Now that the political game for the next elected president of Nigeria has started in full swing there is need for some of our public influencers to begin in earnest to start setting the agenda for how our teeming unemployed youths can be gainfully employed so as to avert the impending destruction of the next generation of young people in our dear country.

The zeal with which the government was pushing for the impeachment of the senate president should have been channelled into the job creation initiative of the government. I am really tired of the fact that nobody is interested in the gloomy economic statistics starring us all in the face.

According to trading economics data on their website, “Youth unemployment rate in Nigeria increased to 33.10 percent in the third quarter of 2017 from 29.50 percent in the second quarter of 2017.

“Youth unemployment rate in Nigeria averaged 21.73 percent from 2014 until 2017, reaching an all time high of 33.10 percent in the third quarter of 2017 and a record low of 11.70 percent in the fourth quarter of 2014.”

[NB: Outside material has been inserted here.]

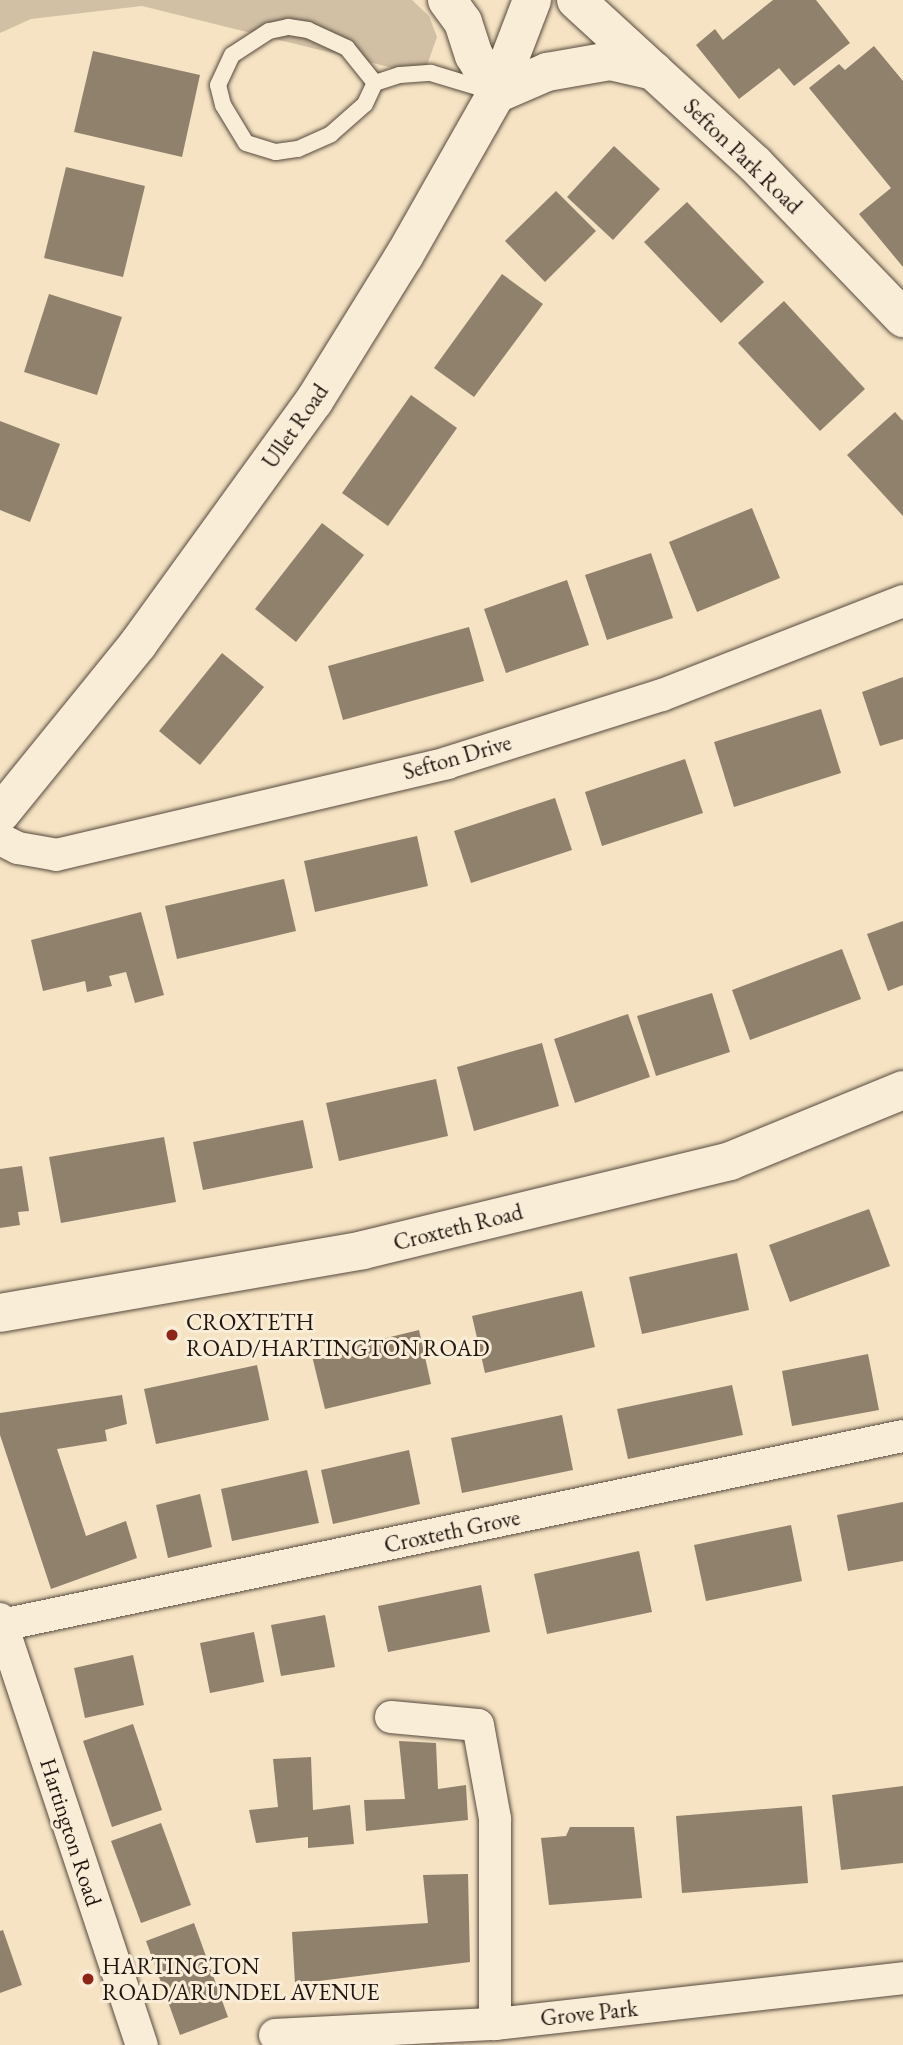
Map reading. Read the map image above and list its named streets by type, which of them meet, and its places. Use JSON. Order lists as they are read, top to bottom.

You can compare the figures with Turkey and India where youth unemployment stand 16.90 and 12.90 percent respectively.

If the National Bureau of Statistics figures of over nine million jobs lost in the last three years anything to go by, then the future really looks very bleak and all hands must be on deck to change the narrative quickly.

My extensive research shows the following factors as the major causes of unemployment in the country and I will list them below for your records:

  1. Poor power generation: This is the number one cause of high rate of unemployment in Nigeria. With poor electricity supply and high costs of powering generators, small and medium enterprises in no time fold up their businesses which in turn increase the rate of unemployment.
  2. Standard of education: Every year semi illiterates graduates are released from our higher institutions into our labour markets and due to the poor standard of education, many end up unemployed.
  3. Tribalism and Nepotism: People are being employed in public and private organisations without regards to merit but based on who you know and what part of the country you come from. In the long run the more qualified and productive candidates are not employed.
  4. Lure of political office: Due to unexplained high salaries and benefits of people in political offices, along with kickbacks, many youths resort to preoccupy themselves with the ambition of being politicians and waste their time, energy and resources in the pursuit of a public office, which sometimes does not materialise.
  5. Banking policies: there are no coordinated financial or monetary policies that will help young people access loans at concessionary rates which could have helped them in starting either mechanised farming or large scale manufacturing.
  6. Corruption: High rate of corruption in our national institutions and the cost of doing business in Nigeria is another major cause of unemployment in the country. Funds that should have gone into providing jobs infrastructures are embezzled by public servants leaving little for development.

The solution to the above named challenges does not need any special reinvention of wheels but seriousness on the part of government and policy makers.

A few of my suggestion to the next president includes tackling the problem of epileptic power supply frontally to make sure that power is supplied to manufacturers and small and medium scale companies at affordable rates.

Employers should invest more in retraining our new graduates to improve their productivity and contributions to national development.

A nationwide campaign of mechanised agricultural practices should be launched in 2019 educating young people about prospects in agriculture and encouraging young people to go into agriculture and its attendant job creation opportunities.

While commending the government on some of their job creation initiatives I will suggest that the N-power scheme which is a laudable project embarked upon by the federal government which is steadily providing employment and old programmes such as graduate internship scheme of the last government, which was scrapped, should be brought back.

If such schemes continue and more Nigerians become beneficiaries, then unemployment will definitely be on the decline in the country.